• **What the task requires**: Repeat every record word for word and omit the images.

• **Records supplied**:
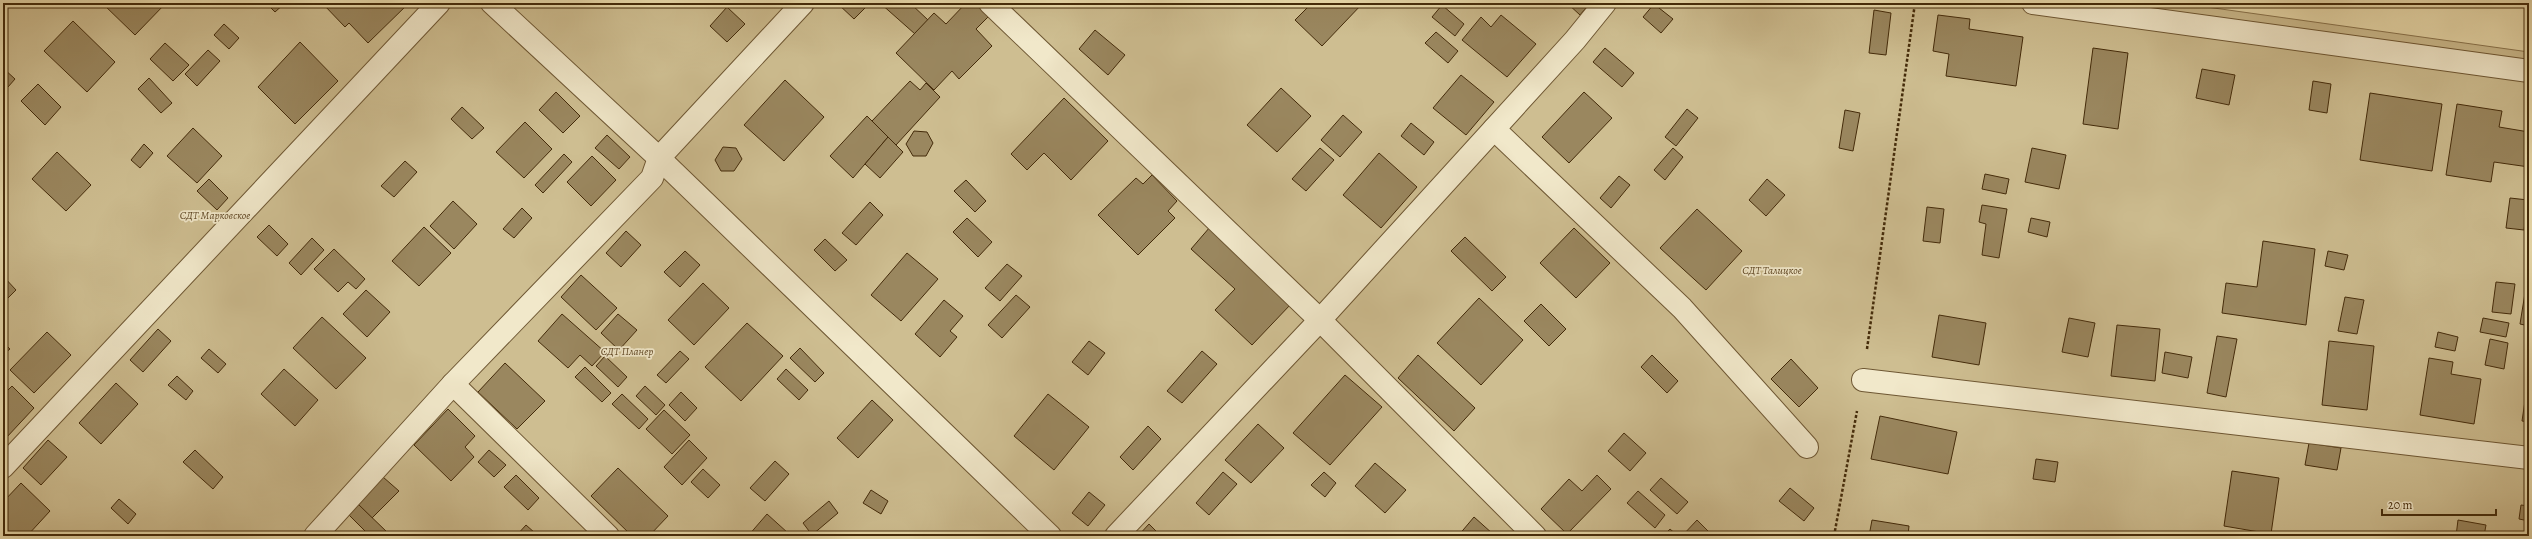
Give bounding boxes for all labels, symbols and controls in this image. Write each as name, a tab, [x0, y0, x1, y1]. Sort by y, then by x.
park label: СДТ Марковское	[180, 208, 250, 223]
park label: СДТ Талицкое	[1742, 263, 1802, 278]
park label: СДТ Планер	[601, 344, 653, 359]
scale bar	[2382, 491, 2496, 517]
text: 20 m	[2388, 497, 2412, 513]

• **Exercise result**:
Give bounding boxes for all labels, symbols and controls in this image. Write each as name, a tab, [x0, y0, x1, y1]. Sort by y, then by x.
park label: СДТ Марковское	[180, 208, 250, 223]
park label: СДТ Талицкое	[1742, 263, 1802, 278]
park label: СДТ Планер	[601, 344, 653, 359]
scale bar	[2382, 491, 2496, 517]
text: 20 m	[2388, 497, 2412, 513]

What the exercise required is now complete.